| ASSIGNMENT |
Reproduce the opening lines of the listing below exactly, stopping after the line that contains "0 #565e68) drop-shadow(-1px" and leaving out any pictures.

Content starts

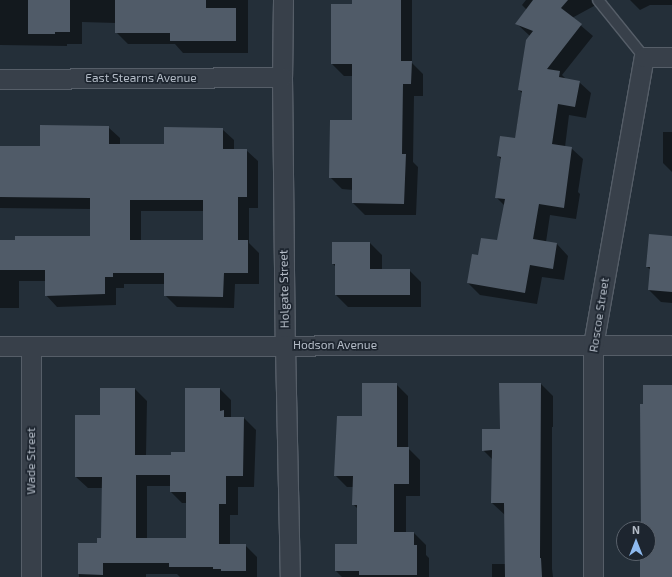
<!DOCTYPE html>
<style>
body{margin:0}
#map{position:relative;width:672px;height:577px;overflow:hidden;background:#242f39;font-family:"Exo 2",sans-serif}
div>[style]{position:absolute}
.shadow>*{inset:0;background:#0007}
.building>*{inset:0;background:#505b68}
.roads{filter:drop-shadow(1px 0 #565e68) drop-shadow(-1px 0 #565e68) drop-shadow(0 1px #565e68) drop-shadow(0 -1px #565e68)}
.lane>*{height:10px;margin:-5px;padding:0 5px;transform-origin:5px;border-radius:5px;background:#38404a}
.street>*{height:19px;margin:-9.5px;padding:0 9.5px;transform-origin:9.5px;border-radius:9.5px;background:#38404a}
span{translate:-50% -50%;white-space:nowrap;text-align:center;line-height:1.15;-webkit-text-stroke:3.5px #1d252f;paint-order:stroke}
.street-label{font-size:12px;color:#b3bbc6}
.north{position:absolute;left:616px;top:521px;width:40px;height:40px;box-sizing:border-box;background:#1d252f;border:1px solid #59616b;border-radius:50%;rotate:0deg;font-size:11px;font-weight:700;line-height:16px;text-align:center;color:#b3bbc6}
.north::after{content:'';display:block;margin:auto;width:14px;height:18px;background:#8ebaef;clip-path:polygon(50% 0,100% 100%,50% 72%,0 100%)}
</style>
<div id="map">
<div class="shadow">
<i style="clip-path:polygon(0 0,248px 0,248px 53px,183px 53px,175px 44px,128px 44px,116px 32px,116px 23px,82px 22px,82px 44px,67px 44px,67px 46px,0 45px)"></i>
<i style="clip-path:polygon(353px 0,412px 0,412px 63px,423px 74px,423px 96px,414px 96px,413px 162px,418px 167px,416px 215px,365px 215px,353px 203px,353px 190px,342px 189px,330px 177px,353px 121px,353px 76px,344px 76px,332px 64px,353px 5px)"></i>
<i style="clip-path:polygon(526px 0,605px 0,572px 18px,593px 36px,562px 75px,567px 80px,579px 82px,591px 93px,586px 118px,569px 115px,565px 147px,571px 148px,583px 159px,578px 192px,580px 194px,576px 219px,550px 215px,546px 242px,557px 244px,568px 256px,564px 280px,542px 277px,537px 304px,480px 295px,468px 283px,479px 257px,498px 242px,505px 206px,496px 197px,502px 160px,498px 156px,515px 140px,522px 93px,519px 90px,530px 36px,517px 24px,527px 10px,522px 5px)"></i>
<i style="clip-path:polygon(630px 0,672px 0,672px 5px,650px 5px,640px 10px)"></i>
<i style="clip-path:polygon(evenodd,108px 127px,120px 138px,120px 145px,165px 145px,222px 129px,234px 140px,234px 150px,246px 150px,258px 161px,258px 208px,249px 208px,249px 243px,259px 253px,259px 284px,235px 284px,234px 308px,177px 307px,165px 295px,165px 284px,124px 284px,124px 288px,116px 288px,116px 305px,57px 307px,46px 295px,46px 281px,19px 281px,19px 308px,0 308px,0 241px,91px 237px,91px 209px,0 208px,0 147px,42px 147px,108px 127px,141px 211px,204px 211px,204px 241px,141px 241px,141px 211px)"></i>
<i style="clip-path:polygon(663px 132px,672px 132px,672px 172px,663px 163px)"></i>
<i style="clip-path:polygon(672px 237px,672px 303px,661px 302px,649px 290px,651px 270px,647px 267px)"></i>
<i style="clip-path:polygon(370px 243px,382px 255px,382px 270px,409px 270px,421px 282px,421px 307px,348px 307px,336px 295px,336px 267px,333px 264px)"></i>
<i style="clip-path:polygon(396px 384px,408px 396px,408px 448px,420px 460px,420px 496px,406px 496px,406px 533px,414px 533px,426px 545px,426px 555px,429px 558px,429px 577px,342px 577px,336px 571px,358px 545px,358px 509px,353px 504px,354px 487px,347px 487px,335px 475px,363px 417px)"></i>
<i style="clip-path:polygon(500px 384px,541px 384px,553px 396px,553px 427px,552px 427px,552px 569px,553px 577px,492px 577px,492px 564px,506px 564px,505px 515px,492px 503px,493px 460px,483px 450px,501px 430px)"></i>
<i style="clip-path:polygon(evenodd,101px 389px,135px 389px,147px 401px,146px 456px,172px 456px,186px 453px,220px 389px,231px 400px,231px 418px,244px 418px,256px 430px,254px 487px,238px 487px,238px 515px,230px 515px,230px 545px,245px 545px,257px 557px,257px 577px,180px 577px,177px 574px,146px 574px,146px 577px,79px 577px,79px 544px,98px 544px,102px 539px,103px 488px,88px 488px,76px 477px,101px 416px,101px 389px,147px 486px,171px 486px,171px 492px,182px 503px,187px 503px,187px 539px,147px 539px,147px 486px)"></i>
</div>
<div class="building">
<i style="clip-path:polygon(28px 0,70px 0,70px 32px,55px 32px,55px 34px,28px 34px)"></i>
<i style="clip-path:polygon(115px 0,206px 0,206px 8px,236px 8px,236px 41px,170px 41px,170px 33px,115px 33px)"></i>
<i style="clip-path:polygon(352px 0,401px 0,401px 61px,412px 61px,411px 84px,403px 84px,402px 154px,406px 154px,404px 204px,352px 203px,352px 178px,329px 178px,330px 120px,352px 120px,352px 64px,331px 64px,331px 4px,352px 4px)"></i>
<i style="clip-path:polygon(533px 0,568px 0,561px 8px,582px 24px,547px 69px,560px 71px,559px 77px,580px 81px,575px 107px,558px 104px,552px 144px,572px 147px,564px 208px,539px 204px,533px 239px,557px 243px,553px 269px,530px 265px,525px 293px,467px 283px,472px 254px,478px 255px,481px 238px,497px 240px,505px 199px,495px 198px,501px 157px,497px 156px,500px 136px,515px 138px,522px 91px,518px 90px,526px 40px,533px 31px,515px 24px)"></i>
<i style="clip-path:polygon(evenodd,40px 125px,109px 126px,109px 144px,164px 144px,164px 127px,223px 128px,223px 149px,247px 149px,247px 197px,238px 197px,238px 240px,248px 240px,248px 273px,224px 273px,223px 297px,164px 296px,164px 273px,113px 273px,113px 277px,105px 277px,105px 294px,45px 296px,45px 270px,0 270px,0 240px,15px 240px,15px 236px,90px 236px,90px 198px,0 197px,0 146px,40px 146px,40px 125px,130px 200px,203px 200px,203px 240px,130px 240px,130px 200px)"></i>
<i style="clip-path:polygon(649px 234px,672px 236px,672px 292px,648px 290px,650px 267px,646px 267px)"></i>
<i style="clip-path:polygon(332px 242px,370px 242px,370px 269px,410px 269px,410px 295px,335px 295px,335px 264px,332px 264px)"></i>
<i style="clip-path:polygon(362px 383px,397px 383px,397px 447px,409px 447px,409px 484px,394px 484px,394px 532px,414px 532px,414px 545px,417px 545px,417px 575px,359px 575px,359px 571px,335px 571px,335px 544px,357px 544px,357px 505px,352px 505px,353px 476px,334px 476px,337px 416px,362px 416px)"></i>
<i style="clip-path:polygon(499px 383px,541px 383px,540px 558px,541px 558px,542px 577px,505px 577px,504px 503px,491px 503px,492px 450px,482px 451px,482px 429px,500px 429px)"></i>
<i style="clip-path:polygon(643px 385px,672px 385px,672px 577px,640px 577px,640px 553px,648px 553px,648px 529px,641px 529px,640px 404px,643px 404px)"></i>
<i style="clip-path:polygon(evenodd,100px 388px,135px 388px,135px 455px,171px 455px,171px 452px,185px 452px,185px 388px,220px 388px,220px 411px,224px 410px,224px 417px,244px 417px,243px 476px,226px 476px,226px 504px,219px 504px,219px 544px,246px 544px,246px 571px,221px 571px,221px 569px,213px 569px,213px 567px,169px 567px,169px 563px,103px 563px,103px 575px,78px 574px,78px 543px,97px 543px,97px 538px,101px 538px,102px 477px,75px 477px,75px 415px,100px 415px,100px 388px,136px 475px,170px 475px,170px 492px,186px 492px,186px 538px,136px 538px,136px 475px)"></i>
</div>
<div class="roads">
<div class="lane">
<i style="left:598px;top:0;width:73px;rotate:51.1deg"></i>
</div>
<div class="street">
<i style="left:283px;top:0;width:77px;rotate:90.7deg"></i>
<i style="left:282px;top:77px;width:268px;rotate:89.4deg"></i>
<i style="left:285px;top:345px;width:232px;rotate:88.8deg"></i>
<i style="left:0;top:79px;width:282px;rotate:-0.4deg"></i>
<i style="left:0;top:346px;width:670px;rotate:-0.09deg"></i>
<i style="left:31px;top:577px;width:231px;rotate:-90deg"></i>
<i style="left:593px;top:577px;width:232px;rotate:-90deg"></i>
<i style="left:593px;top:345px;width:292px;rotate:-80deg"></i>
<i style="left:644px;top:57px;width:28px"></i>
</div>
</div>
<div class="street-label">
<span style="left:141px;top:78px">East Stearns Avenue</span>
<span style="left:284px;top:289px;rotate:-91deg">Holgate Street</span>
<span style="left:599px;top:315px;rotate:-81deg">Roscoe Street</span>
<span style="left:335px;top:345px">Hodson Avenue</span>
<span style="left:31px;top:461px;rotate:-90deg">Wade Street</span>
</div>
<div class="north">N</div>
</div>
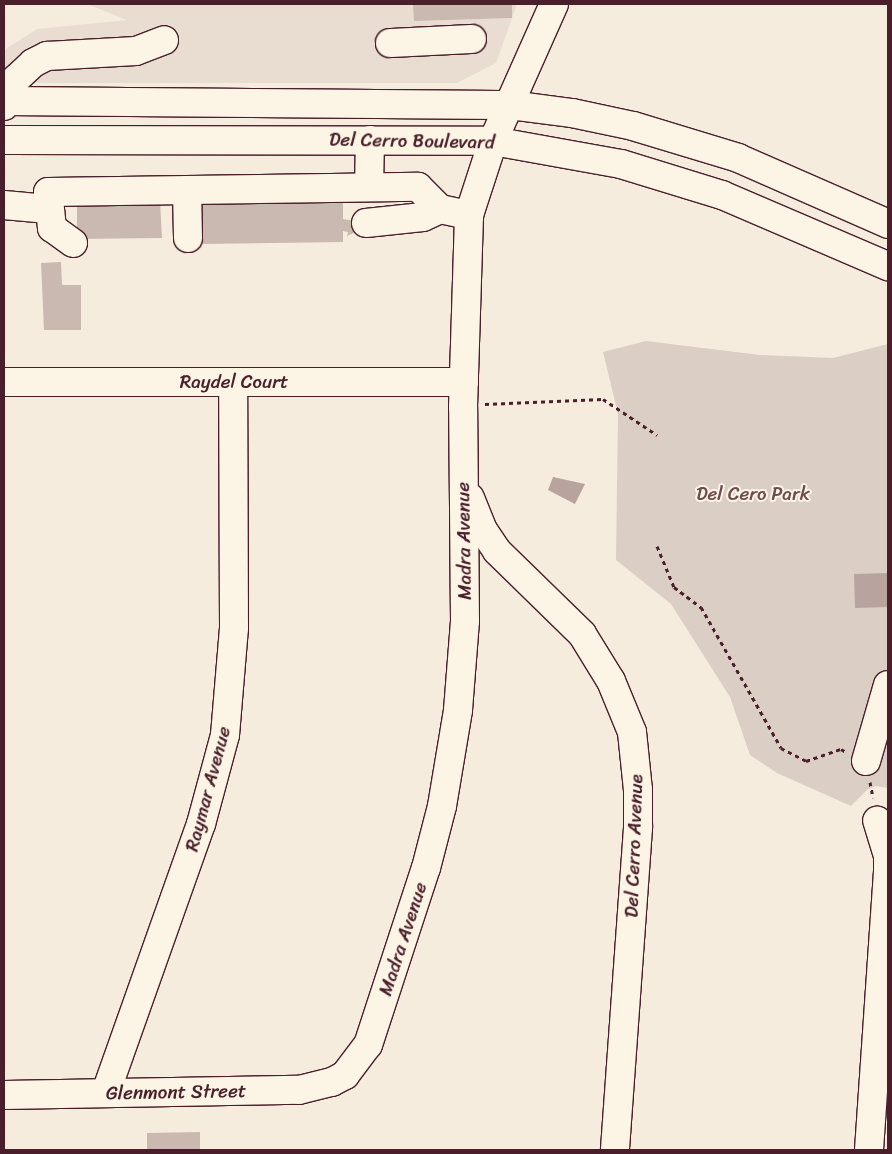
<!DOCTYPE html>
<style>
body{margin:0}
#map{position:relative;width:892px;height:1154px;overflow:hidden;background:#f5ecde;font-family:Sriracha,sans-serif}
div>[style]{position:absolute}
.built>*{inset:0;background:#e8ddd0}
.green>*{inset:0;background:#dbcec4}
.water>*{inset:0;background:#b8a39e}
.building>*{inset:0;background:#cab9b1}
.path>*{height:3px;margin-top:-1.5px;transform-origin:0;background:repeating-linear-gradient(90deg,#4a1f2b 0 4px,transparent 0 8px)}
.roads{filter:drop-shadow(1px 0 #4a1f2b) drop-shadow(-1px 0 #4a1f2b) drop-shadow(0 1px #4a1f2b) drop-shadow(0 -1px #4a1f2b)}
.minor>*{height:28px;margin:-14px;padding:0 14px;transform-origin:14px;border-radius:14px;background:#fcf5e5}
span{translate:-50% -50%;white-space:nowrap;text-align:center;line-height:1.15;-webkit-text-stroke:4px #fcf5e5;paint-order:stroke}
.street-label{font-size:19px;color:#4a1f2b}
.park-label{font-size:19px;color:#6e4b51}
.frame{position:absolute;inset:0;border:5px solid #4a1f2b;pointer-events:none}
</style>
<div id="map">
<div class="built">
<i style="clip-path:polygon(87px 4px,517px 4px,496px 63px,457px 83px,4px 83px,4px 50px,37px 29px,127px 20px)"></i>
</div>
<div class="green">
<i style="clip-path:polygon(646px 341px,760px 355px,833px 358px,888px 344px,888px 788px,875px 786px,867px 790px,851px 806px,777px 773px,750px 755px,730px 697px,671px 604px,616px 560px,618px 414px,603px 352px)"></i>
</div>
<div class="water">
<i style="clip-path:polygon(553px 477px,585px 484px,575px 504px,548px 490px)"></i>
<i style="clip-path:polygon(888px 573px,888px 607px,855px 608px,854px 574px)"></i>
</div>
<div class="building">
<i style="clip-path:polygon(413px 4px,512px 4px,512px 18px,414px 21px)"></i>
<i style="clip-path:polygon(343px 195px,343px 219px,356px 221px,356px 232px,347px 236px,348px 232px,343px 231px,343px 242px,197px 244px,196px 197px)"></i>
<i style="clip-path:polygon(160px 200px,162px 238px,77px 239px,77px 202px)"></i>
<i style="clip-path:polygon(61px 262px,62px 285px,81px 285px,81px 330px,44px 330px,41px 263px)"></i>
<i style="clip-path:polygon(200px 1132px,200px 1150px,147px 1150px,147px 1133px)"></i>
</div>
<div class="path">
<i style="left:485px;top:404px;width:118px;rotate:-2.4deg"></i>
<i style="left:603px;top:399px;width:65px;rotate:33.7deg"></i>
<i style="left:657px;top:546px;width:44px;rotate:67.5deg"></i>
<i style="left:674px;top:587px;width:34px;rotate:37deg"></i>
<i style="left:701px;top:607px;width:162px;rotate:60.4deg"></i>
<i style="left:781px;top:748px;width:28px;rotate:27deg"></i>
<i style="left:806px;top:761px;width:37px;rotate:-19deg"></i>
<i style="left:841px;top:749px;width:6px;rotate:31deg"></i>
<i style="left:870px;top:782px;width:16px;rotate:79deg"></i>
</div>
<div class="roads">
<div class="minor">
<i style="left:390px;top:43px;width:82px;rotate:-2.8deg"></i>
<i style="left:4px;top:101px;width:506px;rotate:0.45deg"></i>
<i style="left:510px;top:105px;width:63px;rotate:7.4deg"></i>
<i style="left:572px;top:113px;width:62px;rotate:12deg"></i>
<i style="left:633px;top:126px;width:110px;rotate:16.9deg"></i>
<i style="left:738px;top:158px;width:164px;rotate:23.7deg"></i>
<i style="left:4px;top:106px;width:30px;rotate:-66deg"></i>
<i style="left:16px;top:79px;width:23px;rotate:-43deg"></i>
<i style="left:33px;top:63px;width:16px;rotate:-27deg"></i>
<i style="left:47px;top:56px;width:89px;rotate:-3.2deg"></i>
<i style="left:136px;top:51px;width:30px;rotate:-21deg"></i>
<i style="left:4px;top:140px;width:489px;rotate:0.1deg"></i>
<i style="left:493px;top:141px;width:130px;rotate:10.2deg"></i>
<i style="left:621px;top:164px;width:106px;rotate:17.1deg"></i>
<i style="left:722px;top:195px;width:181px;rotate:23.2deg"></i>
<i style="left:369px;top:187px;width:47px;rotate:-88.8deg"></i>
<i style="left:187px;top:190px;width:48px;rotate:88.8deg"></i>
<i style="left:4px;top:205px;width:44px;rotate:5.2deg"></i>
<i style="left:366px;top:223px;width:57px;rotate:-6deg"></i>
<i style="left:423px;top:217px;width:19px;rotate:-25deg"></i>
<i style="left:73px;top:243px;width:26px;rotate:-144deg"></i>
<i style="left:52px;top:228px;width:36px;rotate:-96deg"></i>
<i style="left:48px;top:192px;width:370px;rotate:-0.8deg"></i>
<i style="left:418px;top:187px;width:31px;rotate:45deg"></i>
<i style="left:440px;top:209px;width:30px;rotate:12deg"></i>
<i style="left:4px;top:382px;width:460px"></i>
<i style="left:470px;top:498px;width:35px;rotate:68deg"></i>
<i style="left:483px;top:530px;width:25px;rotate:56deg"></i>
<i style="left:497px;top:551px;width:119px;rotate:44.3deg"></i>
<i style="left:582px;top:634px;width:55px;rotate:58.3deg"></i>
<i style="left:611px;top:681px;width:55px;rotate:67.6deg"></i>
<i style="left:632px;top:732px;width:58px;rotate:84.1deg"></i>
<i style="left:638px;top:790px;width:38px;rotate:90deg"></i>
<i style="left:638px;top:828px;width:323px;rotate:94.1deg"></i>
<i style="left:866px;top:761px;width:79px;rotate:-73.9deg"></i>
<i style="left:106px;top:1092px;width:284px;rotate:-70.5deg"></i>
<i style="left:201px;top:824px;width:92px;rotate:-74.9deg"></i>
<i style="left:225px;top:735px;width:107px;rotate:-85.2deg"></i>
<i style="left:234px;top:628px;width:246px;rotate:-90.2deg"></i>
<i style="left:4px;top:1095px;width:295px;rotate:-1deg"></i>
<i style="left:299px;top:1090px;width:34px;rotate:-14deg"></i>
<i style="left:332px;top:1082px;width:15px;rotate:-28deg"></i>
<i style="left:345px;top:1075px;width:38px;rotate:-53deg"></i>
<i style="left:368px;top:1045px;width:186px;rotate:-71.9deg"></i>
<i style="left:426px;top:868px;width:64px;rotate:-75.5deg"></i>
<i style="left:442px;top:806px;width:97px;rotate:-80.5deg"></i>
<i style="left:458px;top:710px;width:89px;rotate:-85.5deg"></i>
<i style="left:465px;top:621px;width:214px;rotate:-90.5deg"></i>
<i style="left:463px;top:407px;width:192px;rotate:-88.2deg"></i>
<i style="left:469px;top:215px;width:78px;rotate:-72deg"></i>
<i style="left:493px;top:141px;width:150px;rotate:-66deg"></i>
<i style="left:869px;top:1150px;width:280px;rotate:-86.1deg"></i>
<i style="left:888px;top:871px;width:15px;rotate:-90deg"></i>
<i style="left:888px;top:856px;width:37px;rotate:-107deg"></i>
</div>
</div>
<div class="street-label">
<span style="left:412px;top:141px;rotate:1deg">Del Cerro Boulevard</span>
<span style="left:234px;top:382px">Raydel Court</span>
<span style="left:464px;top:541px;rotate:-91deg">Madra Avenue</span>
<span style="left:208px;top:789px;rotate:-75deg">Raymar Avenue</span>
<span style="left:634px;top:846px;rotate:-88deg">Del Cerro Avenue</span>
<span style="left:403px;top:939px;rotate:-72deg">Madra Avenue</span>
<span style="left:176px;top:1092px;rotate:-1deg">Glenmont Street</span>
</div>
<div class="park-label">
<span style="left:753px;top:494px">Del Cero Park</span>
</div>
<div class="frame"></div>
</div>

Content ends

| SOLUTION FOR THIS EXERCISE |
<!DOCTYPE html>
<style>
body{margin:0}
#map{position:relative;width:672px;height:577px;overflow:hidden;background:#242f39;font-family:"Exo 2",sans-serif}
div>[style]{position:absolute}
.shadow>*{inset:0;background:#0007}
.building>*{inset:0;background:#505b68}
.roads{filter:drop-shadow(1px 0 #565e68) drop-shadow(-1px 0 #565e68) drop-shadow(0 1px #565e68) drop-shadow(0 -1px #565e68)}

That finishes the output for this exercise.